Failure modes & recovery

Symptom: system is “stuck” (no results)

Likely causes:

  • no egress node routes to Rookery,
  • fetch() is unscoped in a multi-trace system (you’re reading the wrong trace),
  • cancellation/deadline dropped work before it could produce a final message.

Fix:

  • ensure at least one egress node exists and emits/returns a final value,
  • use fetch(trace_id=...) for concurrent traces,
  • monitor deadline_skip and cancellation events in logs/metrics.

Symptom: high latency / timeouts

Likely causes:

  • downstream dependency latency spike,
  • queue saturation (backpressure), or
  • retries amplifying load.

Fix:

  • tighten timeout_s and reduce retries,
  • reduce concurrency at the busiest tool/node boundary,
  • scale worker replicas only after you’ve bounded retries/timeouts.

Symptom: duplicate side effects (double writes)

Cause: retries re-executed a side-effecting node.

Fix:

  • make side effects idempotent (idempotency key based on trace_id + step),
  • or separate “compute” and “commit” nodes and only commit once.

Symptom: cross-tenant leakage

Cause: shared traces/headers or unsafe logging/artifacts.

Fix:

  • enforce tenant boundary at ingress and in tool config,
  • redact logs and avoid persisting raw tool payloads.

Observability (what to log + what to measure)

Minimum production observability

  • Structured logs (JSON) for penguiflow loggers.
  • Runtime FlowEvent capture via middleware.
  • Derived metrics for:
  • node_success / node_error / node_timeout counters,
  • node latency histogram (ms),
  • queue depth gauges (incoming/outgoing/total),
  • cancellation and deadline skip counters.

See:

Security / multi-tenancy notes

  • Do not tag metrics with trace_id (cardinality explosion).

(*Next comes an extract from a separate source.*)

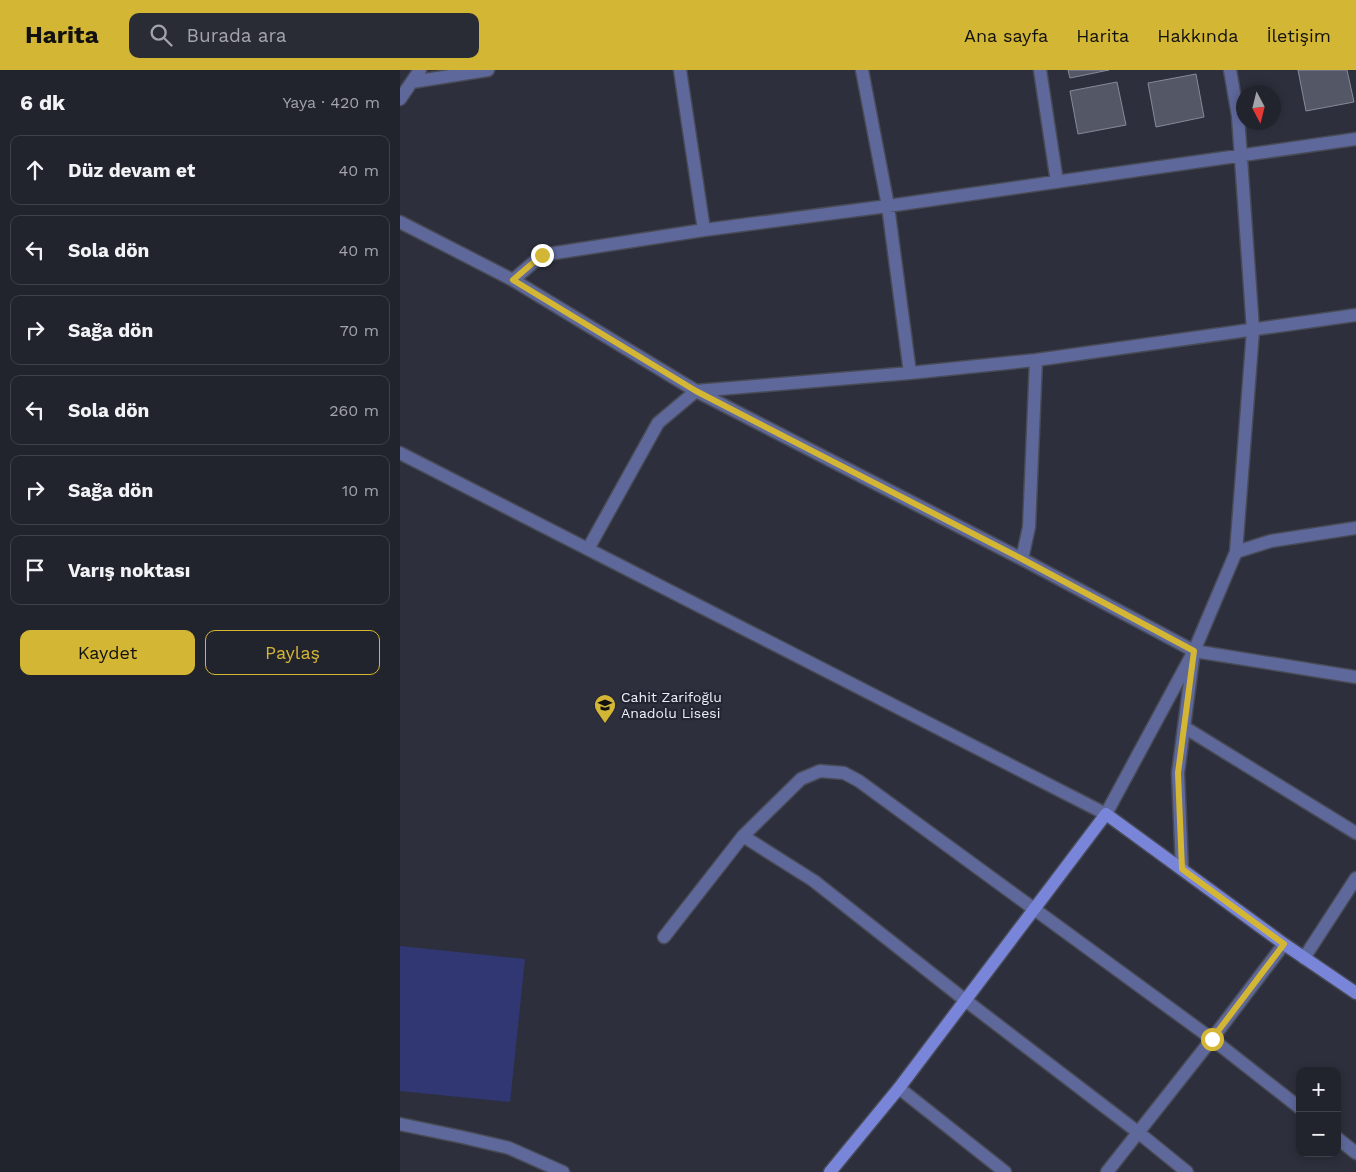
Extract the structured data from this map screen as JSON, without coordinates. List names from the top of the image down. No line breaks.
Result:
{"places":{"school or university":["Cahit Zarifoğlu Anadolu Lisesi"]},"north":"bottom","page":{"header":"Harita","search":"Burada ara","nav":["Ana sayfa","Harita","Hakkında","İletişim"],"heading":["6 dk","Yaya · 420 m"],"list":[["Düz devam et","40 m"],["Sola dön","40 m"],["Sağa dön","70 m"],["Sola dön","260 m"],["Sağa dön","10 m"],"Varış noktası"],"buttons":["Kaydet","Paylaş"],"map_buttons":["+","−"]}}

Use logs/events for trace-level debugging.
  • Treat tool outputs as untrusted; never log raw payloads by default.
  • Keep secrets out of Message.meta and out of persisted events unless you intentionally secure that store.

Runnable example: “golden” service skeleton

This skeleton shows the lifecycle hooks you want in a long-lived process:

from __future__ import annotations

import asyncio
import logging

from penguiflow import (
    Headers,
    Message,
    Node,
    NodePolicy,
    configure_logging,
    create,
    log_flow_events,
)


async def handler(msg: Message, _ctx) -> Message:
    # Replace with your real work.
    return msg


async def main() -> None:
    configure_logging(structured=True)
    logger = logging.getLogger("penguiflow.flow")

    node = Node(handler, name="handler", policy=NodePolicy(timeout_s=10, max_retries=1))
    flow = create(node.to(), middlewares=[log_flow_events(logger)])
    flow.run()

    message = Message(payload={"ping": True}, headers=Headers(tenant="demo"))
    await flow.emit(message, trace_id=message.trace_id)
    _ = await flow.fetch(trace_id=message.trace_id)

    await flow.stop()


if __name__ == "__main__":
    asyncio.run(main())

Troubleshooting checklist

  • No results: confirm an egress node exists and routes to Rookery; use fetch(trace_id=...) with envelopes.
  • Timeouts spike: check downstream latency and queue depths; reduce retries before scaling out.
  • Retry storms: lower max_retries, cap backoff, and enforce idempotency on side effects.
  • Leaky logs: switch to structured logs and redact; avoid logging payloads by default.